Mature women today may be self assured and accomplished in the boardroom, but in the bedroom many of us become as repressed and lonely as our mothers were.
A recent conversation with sex therapist, Dr. Williams Lucena, revealed that many older women don’t think they’re worthy of great sex or of being desired. They feel that they got whatever they were going to get, and they’re not going to get anymore. They’ve resigned themselves to putting all of their energy into work, grandkids, charities, book clubs, the opera and hobbies.
They’ve closed the door to a good roll in the hay with their husbands, and if they’re divorced or widowed, they feel too vulnerable to subject themselves to a new partner.
Dr. Lucena says a steady diet of satisfying sex for more mature women–even for those who are into the eighties–is as important as a well balanced diet, rigorous exercise routine and taking prescribed medications on a religious basis.
Question: Why is sex so important?
Dr. Lucena: “Good sex lets you release emotions that need to get out and it kick starts certain sensitivities that give you a more relaxed life. It makes you feel alive. Intimacy is a very powerful source, even if it’s with an acquaintance. Sharing a sensual journey is all about positive energy. Too many people after fifty live in a world of isolation. As we get older, we need the comfort of being hugged and touched. Sex is the celebration of life that keeps us relevant and involved.”
Question: What advice do you have for 50 plus single women who are afraid to date much less have sex?
Dr. Lucena: “It’s time to get comfortable with yourself. Your size and shape don’t matter. Don’t have the same expectations you did when you were dating in your teens. You are at a different level now. You have accomplished a lot in life. You need to extend yourself to new types of men. Have an open mind.
Learn to appreciate men with different interests. You are looking for sincere companionship. Respect the differences. You will be less afraid to date someone that may not be exactly your type. You might surprise yourself. Accomplished men can be fascinating and quite sexy.”
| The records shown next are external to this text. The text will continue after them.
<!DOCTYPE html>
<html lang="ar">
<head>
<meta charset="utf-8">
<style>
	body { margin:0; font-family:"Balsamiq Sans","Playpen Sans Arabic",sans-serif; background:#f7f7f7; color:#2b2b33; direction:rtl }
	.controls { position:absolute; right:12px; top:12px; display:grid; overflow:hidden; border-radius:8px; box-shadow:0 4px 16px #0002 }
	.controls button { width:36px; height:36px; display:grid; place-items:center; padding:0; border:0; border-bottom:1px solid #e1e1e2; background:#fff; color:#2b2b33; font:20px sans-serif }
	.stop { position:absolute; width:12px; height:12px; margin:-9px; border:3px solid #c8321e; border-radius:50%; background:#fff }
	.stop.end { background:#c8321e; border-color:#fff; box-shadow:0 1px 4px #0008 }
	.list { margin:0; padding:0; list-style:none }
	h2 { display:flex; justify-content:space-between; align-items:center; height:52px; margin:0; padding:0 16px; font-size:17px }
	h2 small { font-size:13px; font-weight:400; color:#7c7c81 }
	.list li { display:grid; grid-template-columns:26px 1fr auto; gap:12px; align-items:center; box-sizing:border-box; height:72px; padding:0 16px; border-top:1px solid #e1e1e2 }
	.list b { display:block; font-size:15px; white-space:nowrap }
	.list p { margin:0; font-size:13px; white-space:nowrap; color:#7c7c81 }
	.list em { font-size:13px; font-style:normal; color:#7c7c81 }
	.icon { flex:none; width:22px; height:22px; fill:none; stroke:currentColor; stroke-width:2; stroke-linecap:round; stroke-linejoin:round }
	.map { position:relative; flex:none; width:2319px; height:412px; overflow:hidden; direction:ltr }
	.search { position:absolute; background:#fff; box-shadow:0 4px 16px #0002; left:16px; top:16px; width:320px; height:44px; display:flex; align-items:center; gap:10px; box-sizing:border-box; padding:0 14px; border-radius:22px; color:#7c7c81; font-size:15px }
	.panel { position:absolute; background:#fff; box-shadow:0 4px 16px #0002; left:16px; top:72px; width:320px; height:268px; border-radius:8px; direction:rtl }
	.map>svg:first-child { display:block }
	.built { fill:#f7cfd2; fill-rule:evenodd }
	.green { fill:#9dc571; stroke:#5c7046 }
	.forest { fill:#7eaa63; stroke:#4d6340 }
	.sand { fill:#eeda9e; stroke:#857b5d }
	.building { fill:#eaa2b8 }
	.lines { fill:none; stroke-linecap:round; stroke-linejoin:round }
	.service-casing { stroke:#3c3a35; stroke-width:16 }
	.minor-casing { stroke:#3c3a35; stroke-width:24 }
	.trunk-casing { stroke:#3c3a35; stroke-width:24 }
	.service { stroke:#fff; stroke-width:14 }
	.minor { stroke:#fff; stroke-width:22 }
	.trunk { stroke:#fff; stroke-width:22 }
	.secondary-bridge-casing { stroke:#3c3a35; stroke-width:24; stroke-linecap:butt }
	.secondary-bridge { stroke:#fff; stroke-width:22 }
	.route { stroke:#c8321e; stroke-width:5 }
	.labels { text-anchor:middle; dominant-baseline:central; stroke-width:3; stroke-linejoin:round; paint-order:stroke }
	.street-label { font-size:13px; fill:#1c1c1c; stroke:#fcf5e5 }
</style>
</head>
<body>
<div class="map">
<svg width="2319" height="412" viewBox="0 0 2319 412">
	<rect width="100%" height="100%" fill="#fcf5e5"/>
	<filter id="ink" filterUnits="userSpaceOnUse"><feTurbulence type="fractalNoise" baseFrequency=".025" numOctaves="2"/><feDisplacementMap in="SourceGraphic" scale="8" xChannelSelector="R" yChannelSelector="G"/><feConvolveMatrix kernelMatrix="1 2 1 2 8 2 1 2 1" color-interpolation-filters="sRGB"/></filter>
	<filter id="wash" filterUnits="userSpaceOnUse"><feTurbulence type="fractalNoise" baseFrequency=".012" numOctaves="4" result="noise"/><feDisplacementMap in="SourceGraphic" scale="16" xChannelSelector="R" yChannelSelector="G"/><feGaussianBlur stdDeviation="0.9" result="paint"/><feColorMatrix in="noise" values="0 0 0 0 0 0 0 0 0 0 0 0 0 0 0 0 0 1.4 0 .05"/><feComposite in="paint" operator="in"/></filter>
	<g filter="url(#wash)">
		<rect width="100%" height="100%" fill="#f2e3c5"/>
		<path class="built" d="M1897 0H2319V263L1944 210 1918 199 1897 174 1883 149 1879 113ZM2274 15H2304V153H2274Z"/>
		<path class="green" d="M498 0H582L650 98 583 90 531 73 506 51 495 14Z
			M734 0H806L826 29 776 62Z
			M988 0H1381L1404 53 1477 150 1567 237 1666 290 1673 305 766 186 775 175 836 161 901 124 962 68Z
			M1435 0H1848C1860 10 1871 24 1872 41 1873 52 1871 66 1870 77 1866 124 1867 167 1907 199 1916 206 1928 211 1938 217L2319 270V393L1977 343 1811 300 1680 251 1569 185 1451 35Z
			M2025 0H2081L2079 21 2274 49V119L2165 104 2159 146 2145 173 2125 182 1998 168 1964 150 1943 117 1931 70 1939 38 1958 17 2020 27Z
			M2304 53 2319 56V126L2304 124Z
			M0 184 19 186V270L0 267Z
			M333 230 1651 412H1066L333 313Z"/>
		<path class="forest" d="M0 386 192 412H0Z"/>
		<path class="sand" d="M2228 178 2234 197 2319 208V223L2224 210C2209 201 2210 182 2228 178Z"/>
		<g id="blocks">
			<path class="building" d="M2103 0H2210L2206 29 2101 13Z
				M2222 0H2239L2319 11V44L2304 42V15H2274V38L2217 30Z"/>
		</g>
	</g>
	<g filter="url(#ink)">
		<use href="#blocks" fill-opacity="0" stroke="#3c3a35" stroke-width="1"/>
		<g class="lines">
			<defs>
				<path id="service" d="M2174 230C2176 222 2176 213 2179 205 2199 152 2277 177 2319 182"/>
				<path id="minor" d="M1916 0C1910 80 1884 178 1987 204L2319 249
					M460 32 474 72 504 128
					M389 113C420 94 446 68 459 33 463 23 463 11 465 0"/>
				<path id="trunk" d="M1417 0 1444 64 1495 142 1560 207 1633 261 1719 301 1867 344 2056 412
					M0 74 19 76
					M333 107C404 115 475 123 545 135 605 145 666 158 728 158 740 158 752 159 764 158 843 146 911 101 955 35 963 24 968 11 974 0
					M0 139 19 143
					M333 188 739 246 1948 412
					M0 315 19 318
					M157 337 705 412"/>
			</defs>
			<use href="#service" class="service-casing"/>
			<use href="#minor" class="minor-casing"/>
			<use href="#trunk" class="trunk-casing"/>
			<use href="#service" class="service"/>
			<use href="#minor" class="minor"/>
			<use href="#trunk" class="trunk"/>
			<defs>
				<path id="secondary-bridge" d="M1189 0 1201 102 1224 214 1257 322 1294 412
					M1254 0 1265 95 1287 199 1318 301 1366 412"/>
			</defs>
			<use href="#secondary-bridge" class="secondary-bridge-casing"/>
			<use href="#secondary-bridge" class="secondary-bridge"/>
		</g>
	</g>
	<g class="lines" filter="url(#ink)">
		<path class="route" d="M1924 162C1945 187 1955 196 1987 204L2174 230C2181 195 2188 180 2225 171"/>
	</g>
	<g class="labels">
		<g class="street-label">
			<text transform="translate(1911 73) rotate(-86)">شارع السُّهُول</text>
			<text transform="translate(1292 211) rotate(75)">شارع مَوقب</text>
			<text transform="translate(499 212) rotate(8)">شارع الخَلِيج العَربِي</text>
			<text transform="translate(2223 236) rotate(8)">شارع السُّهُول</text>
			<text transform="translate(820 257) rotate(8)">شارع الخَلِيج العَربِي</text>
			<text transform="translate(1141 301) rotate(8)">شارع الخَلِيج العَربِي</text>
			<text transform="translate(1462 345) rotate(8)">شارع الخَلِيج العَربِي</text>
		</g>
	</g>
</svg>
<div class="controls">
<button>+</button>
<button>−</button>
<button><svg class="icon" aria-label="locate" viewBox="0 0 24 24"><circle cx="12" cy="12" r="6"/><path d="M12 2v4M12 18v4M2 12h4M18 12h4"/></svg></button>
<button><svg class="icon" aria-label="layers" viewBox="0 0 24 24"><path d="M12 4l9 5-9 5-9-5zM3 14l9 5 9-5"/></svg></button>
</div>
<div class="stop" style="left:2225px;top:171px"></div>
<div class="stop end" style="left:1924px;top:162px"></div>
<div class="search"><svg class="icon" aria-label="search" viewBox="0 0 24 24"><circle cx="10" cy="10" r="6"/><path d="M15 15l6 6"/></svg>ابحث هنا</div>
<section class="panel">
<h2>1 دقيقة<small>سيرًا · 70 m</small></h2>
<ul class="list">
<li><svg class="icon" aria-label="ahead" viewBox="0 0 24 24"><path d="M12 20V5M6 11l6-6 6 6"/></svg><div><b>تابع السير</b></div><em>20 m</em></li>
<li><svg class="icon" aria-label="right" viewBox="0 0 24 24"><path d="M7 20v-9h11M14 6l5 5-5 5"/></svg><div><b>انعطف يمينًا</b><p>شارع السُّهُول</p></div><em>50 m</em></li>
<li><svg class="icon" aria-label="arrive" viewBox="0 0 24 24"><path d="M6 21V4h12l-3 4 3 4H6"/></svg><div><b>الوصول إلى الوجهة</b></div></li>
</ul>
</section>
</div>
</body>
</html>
Question: What should women know about having sex after years of celibacy?
Dr. Lucena: “The world is a very different place now. People freely discuss sexual experiences. Mature women have to learn how to communicate better. You need to tell your partners what pleases you. You need to touch yourself to discover your most sensitive areas, if you don’t already know where they are. You should use lubricants inside and out. Men will appreciate this kind of assertion. It will make them more comfortable that you are ready for a satisfying sexual experience. They don’t want to feel that this is a one-way street. Sex with older men can really be much more satisfying if women relax more and act with much more confidence. It will have a ripple effect.”
Question: Do you have suggestions for women who’ve simply lost their sexual appetite?
Dr. Lucena: “There’s no question about it. Changes take place in a woman’s body. Every age brings a different mental attitude. The libido can be very tricky. This is all natural if a woman knows how t o deal with it. One of my patients, in her sixties, said she had the best sex life with her husband of nearly 40 years. They had sex two or three times a week. All of a sudden, she couldn’t stand the thought of her husband touching her. She cringed every time he came near her. This went on for months until her physician found the right balance of hormones for her. She had no idea what was going on and now swears she will never get off the medication. A weakened libido can be caused by environmental factors, family history, depression, fatigue, self-image or just the thought of having to perform sex. The important thing to remember is that women must must must go for either mental health counseling or a physical checkup. The longer the libido is inactive, the worse the conditions gets.”
Question: How does an older woman pick a sex therapist?
Dr: Lucena: “It’s far easier to select other mental health doctors rather than a sex therapist. You may have to shop around. It’s important to select a therapist who is truly comfortable with him or herself. You don’t want advice from someone who will judge or avoid certain topics because he or she is squeamish. There is nothing in consensual sex today that is unnatural. Good sex therapists have seen and heard it all in training. The discussions should be free and open and extremely enlightening.”